Thomas, who had been running the club night is expelled from Roundview by the new ruthless head who speaks softly and carries a bull-pizzle whip with which to lash recalcitrant students. Actually that’s a metaphor, or maybe just a fantasy of mine. Thomas then undergoes his own journey into the heart of darkness by foolishly if understandably (she’s hot, she’s talented, she’s from the Congo, and she wants him anyway) having sex with his minister’s daughter and then, stupidly, tells Pandora who won’t, at Effy’s urging, forgive him.

So far, so glum.

On the other hand, Katie 4king Fitch comes up trumps. When her family starts to collapse around her due to her father’s incompetent financial dealings, it’s Katie who holds everything together even to the extent of getting them to movie in with Naomi and Emily.
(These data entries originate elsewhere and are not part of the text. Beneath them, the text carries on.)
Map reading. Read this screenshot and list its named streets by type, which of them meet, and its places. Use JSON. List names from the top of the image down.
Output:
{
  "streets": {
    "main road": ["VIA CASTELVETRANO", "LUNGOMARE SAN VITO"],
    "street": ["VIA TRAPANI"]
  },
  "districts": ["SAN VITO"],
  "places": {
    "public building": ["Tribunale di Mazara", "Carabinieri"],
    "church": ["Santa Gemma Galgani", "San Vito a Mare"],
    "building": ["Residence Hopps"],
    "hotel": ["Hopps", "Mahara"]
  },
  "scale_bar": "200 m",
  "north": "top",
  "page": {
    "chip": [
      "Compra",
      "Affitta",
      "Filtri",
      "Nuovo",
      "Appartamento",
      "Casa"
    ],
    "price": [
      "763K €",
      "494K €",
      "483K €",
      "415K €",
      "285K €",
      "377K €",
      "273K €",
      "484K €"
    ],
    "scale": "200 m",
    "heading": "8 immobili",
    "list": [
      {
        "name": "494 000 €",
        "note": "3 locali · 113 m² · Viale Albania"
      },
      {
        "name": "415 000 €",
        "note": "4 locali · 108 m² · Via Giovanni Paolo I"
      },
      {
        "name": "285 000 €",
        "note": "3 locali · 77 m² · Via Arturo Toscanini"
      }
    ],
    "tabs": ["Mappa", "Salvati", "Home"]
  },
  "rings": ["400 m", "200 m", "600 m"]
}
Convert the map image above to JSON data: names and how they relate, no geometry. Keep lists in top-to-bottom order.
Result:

What do you think, Mysterious Voice-over from The Weakest Link? “Well Ian, from the weakest player in the last round, Katie has become the strongest in this one.” Thank you, sir. Katie, unlike some of our characters, is growing up and doing a good job it it.

The next biggest surprise is Cook. An even bigger one is his mother who is just as selfish a monster as his father was in series 3. Except she’s a millionaire conceptual artist who has loud sex within the hearing of Cook and his 10 year old half-brother. Cook comes to learn that his actions have consequences which he finally faces up to and it appears that he too is beginning to grow up. Sadly it doesn’t last.

Thank god we get some well-earned light relief with JJ falling in love with a single mother who cute and pretty and bright enough to realise that a gentle 18 year old who flirts with old ladies at a checkout is a better bet than her chav ex-boyfriend. There are lots of funny scenes and painful ones too, plus an encounter with JJ’s quiet father who has always thought that JJ would do just fine even while he tolerates JJ’s mum dragging him to see dopy shrinks. And it has a happy end.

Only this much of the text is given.